Entries taken from a collection
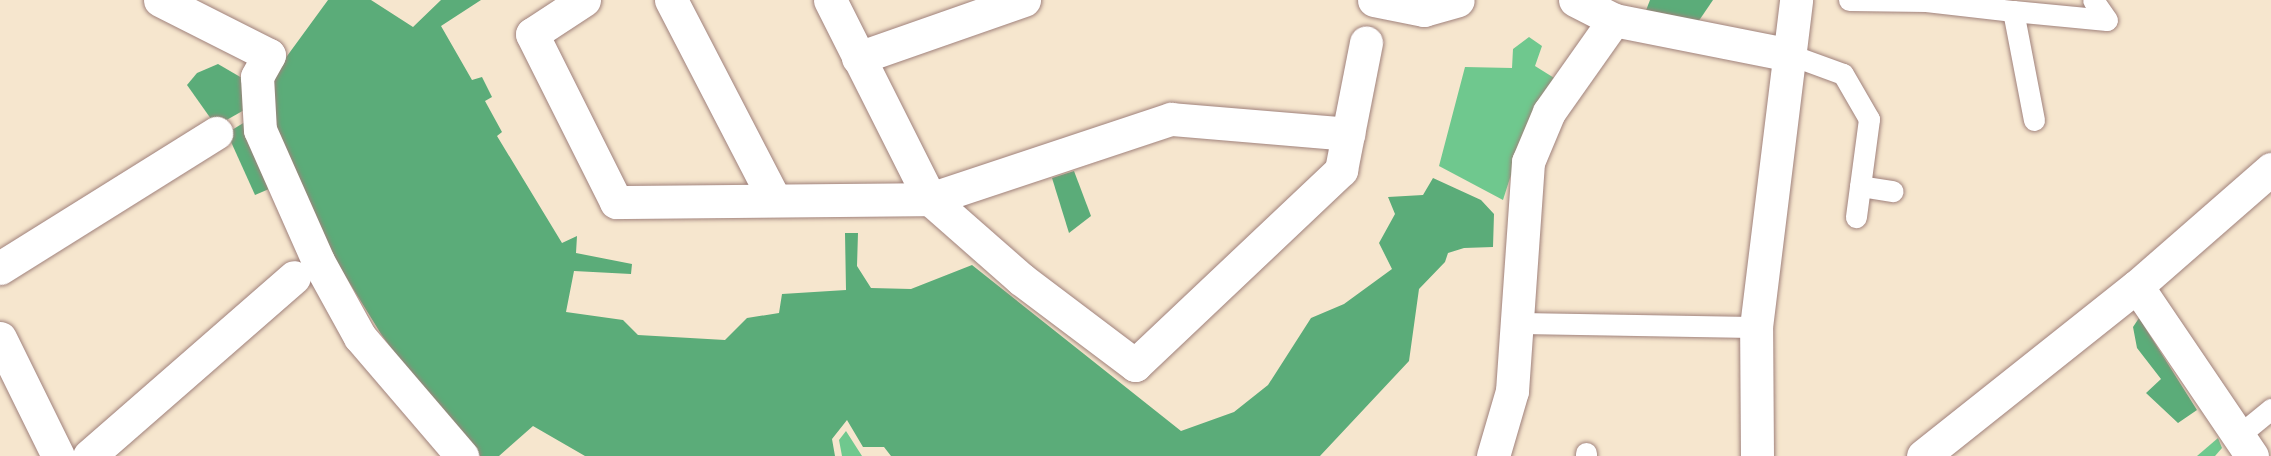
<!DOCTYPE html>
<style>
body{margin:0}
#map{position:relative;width:2271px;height:456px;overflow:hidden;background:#f6e6ce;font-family:"IM FELL DW Pica",serif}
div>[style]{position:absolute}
.green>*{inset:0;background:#6fc88e}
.forest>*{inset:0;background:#5bac79}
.roads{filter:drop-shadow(0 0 2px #a0827c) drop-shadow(0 0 2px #a0827c)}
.lane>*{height:21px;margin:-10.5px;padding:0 10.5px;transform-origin:10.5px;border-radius:10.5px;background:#fff}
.street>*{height:33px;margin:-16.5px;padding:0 16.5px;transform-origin:16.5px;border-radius:16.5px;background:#fff}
span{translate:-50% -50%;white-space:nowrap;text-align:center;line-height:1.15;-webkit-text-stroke:4.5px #fbf7ec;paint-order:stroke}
</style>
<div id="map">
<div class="green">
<div style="clip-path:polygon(1529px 37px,1542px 46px,1535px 66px,1559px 81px,1517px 156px,1503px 200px,1439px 166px,1465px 67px,1512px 68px,1513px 49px)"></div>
<div style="clip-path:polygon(846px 431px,862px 456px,880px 456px,842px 456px,839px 440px)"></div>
<div style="clip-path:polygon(2218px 438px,2222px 448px,2215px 456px,2197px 456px)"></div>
</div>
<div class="forest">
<div style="clip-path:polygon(328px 0,371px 0,413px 27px,441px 0,481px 0,441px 26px,472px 80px,482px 77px,492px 97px,485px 101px,502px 132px,497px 136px,562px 243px,577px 236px,576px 253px,632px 264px,631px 274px,574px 271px,566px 312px,623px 320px,638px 335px,725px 340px,747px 318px,779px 313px,782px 294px,846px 290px,845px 233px,858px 233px,857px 266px,871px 288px,911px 289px,972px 265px,1181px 431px,1234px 412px,1268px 385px,1311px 318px,1344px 304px,1392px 269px,1379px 243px,1395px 214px,1388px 197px,1423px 195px,1433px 178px,1481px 200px,1494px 214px,1493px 247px,1464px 248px,1448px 253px,1445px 262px,1419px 289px,1409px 361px,1320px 456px,891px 456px,884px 447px,863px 447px,847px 420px,832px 439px,835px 456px,585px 456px,533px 426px,499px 456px,480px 456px,421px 389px,381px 334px,333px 256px,272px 129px,271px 78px)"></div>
<div style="clip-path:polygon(1650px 0,1713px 0,1696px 25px,1645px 13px)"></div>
<div style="clip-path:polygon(218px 64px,242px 78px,246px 109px,216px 126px,187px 85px,197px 73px)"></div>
<div style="clip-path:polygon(245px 122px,269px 189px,255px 195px,227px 133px)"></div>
<div style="clip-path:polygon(1074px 171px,1091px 216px,1069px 233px,1052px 178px)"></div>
<div style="clip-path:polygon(2139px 318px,2197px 410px,2178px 423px,2146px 393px,2161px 379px,2137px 348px,2133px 327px)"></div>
</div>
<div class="roads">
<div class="lane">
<div style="left:1849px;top:0;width:77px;rotate:0.7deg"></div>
<div style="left:1926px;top:1px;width:88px;rotate:6.6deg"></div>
<div style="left:2013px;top:11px;width:111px;rotate:79.1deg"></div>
<div style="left:2013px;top:11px;width:94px;rotate:5.5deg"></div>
<div style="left:2107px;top:20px;width:24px;rotate:-125deg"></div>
<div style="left:1791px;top:55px;width:55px;rotate:20.1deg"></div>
<div style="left:1843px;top:74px;width:52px;rotate:60deg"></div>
<div style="left:1869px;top:119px;width:99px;rotate:97.6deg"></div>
<div style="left:1860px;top:186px;width:33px;rotate:9deg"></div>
<div style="left:1517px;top:323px;width:239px;rotate:1deg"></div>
<div style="left:2238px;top:436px;width:43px;rotate:-39.3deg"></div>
<div style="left:1586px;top:453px;width:3px;rotate:90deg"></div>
</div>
<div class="street">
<div style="left:160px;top:0;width:122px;rotate:26.8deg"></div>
<div style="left:269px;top:55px;width:25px;rotate:119deg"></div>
<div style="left:257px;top:77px;width:53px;rotate:86.8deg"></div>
<div style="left:260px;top:130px;width:143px;rotate:66.1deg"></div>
<div style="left:318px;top:261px;width:87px;rotate:61.1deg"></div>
<div style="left:360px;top:337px;width:157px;rotate:49.4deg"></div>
<div style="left:584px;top:0;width:62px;rotate:146.8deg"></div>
<div style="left:532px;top:34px;width:188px;rotate:63.4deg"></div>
<div style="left:616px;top:202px;width:314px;rotate:-0.5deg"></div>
<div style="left:930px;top:199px;width:254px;rotate:-18.4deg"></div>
<div style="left:1171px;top:119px;width:178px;rotate:4.8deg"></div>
<div style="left:671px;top:0;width:224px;rotate:62.6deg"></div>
<div style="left:830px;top:0;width:223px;rotate:63.3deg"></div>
<div style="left:930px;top:199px;width:121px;rotate:41.3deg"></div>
<div style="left:1021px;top:279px;width:143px;rotate:37deg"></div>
<div style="left:1135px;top:365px;width:284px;rotate:-43.4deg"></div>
<div style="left:1341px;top:170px;width:130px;rotate:-78.9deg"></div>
<div style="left:1374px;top:0;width:51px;rotate:11.3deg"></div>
<div style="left:1424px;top:10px;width:35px;rotate:-16deg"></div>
<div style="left:1575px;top:0;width:44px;rotate:27.1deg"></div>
<div style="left:1614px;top:20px;width:180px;rotate:11.2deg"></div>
<div style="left:858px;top:58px;width:176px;rotate:-19.3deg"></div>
<div style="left:0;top:268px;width:255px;rotate:-32deg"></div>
<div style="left:0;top:338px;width:131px;rotate:63.8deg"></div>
<div style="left:89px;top:456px;width:272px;rotate:-41.1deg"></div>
<div style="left:1493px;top:456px;width:68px;rotate:-73.7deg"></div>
<div style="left:1512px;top:391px;width:230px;rotate:-86deg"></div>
<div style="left:1528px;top:162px;width:54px;rotate:-67.2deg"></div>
<div style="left:1549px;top:112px;width:113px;rotate:-54.8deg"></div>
<div style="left:1757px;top:456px;width:129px;rotate:-90.4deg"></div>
<div style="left:1756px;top:327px;width:329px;rotate:-83deg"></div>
<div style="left:1923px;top:456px;width:273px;rotate:-38.5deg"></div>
<div style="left:2252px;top:456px;width:205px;rotate:-124.1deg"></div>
<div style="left:2137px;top:286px;width:178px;rotate:-41.1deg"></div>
</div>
</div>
</div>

What needs to be done:
Look over the entries for "roads", then copy every line that includes that string.

Exercise output:
.roads{filter:drop-shadow(0 0 2px #a0827c) drop-shadow(0 0 2px #a0827c)}
<div class="roads">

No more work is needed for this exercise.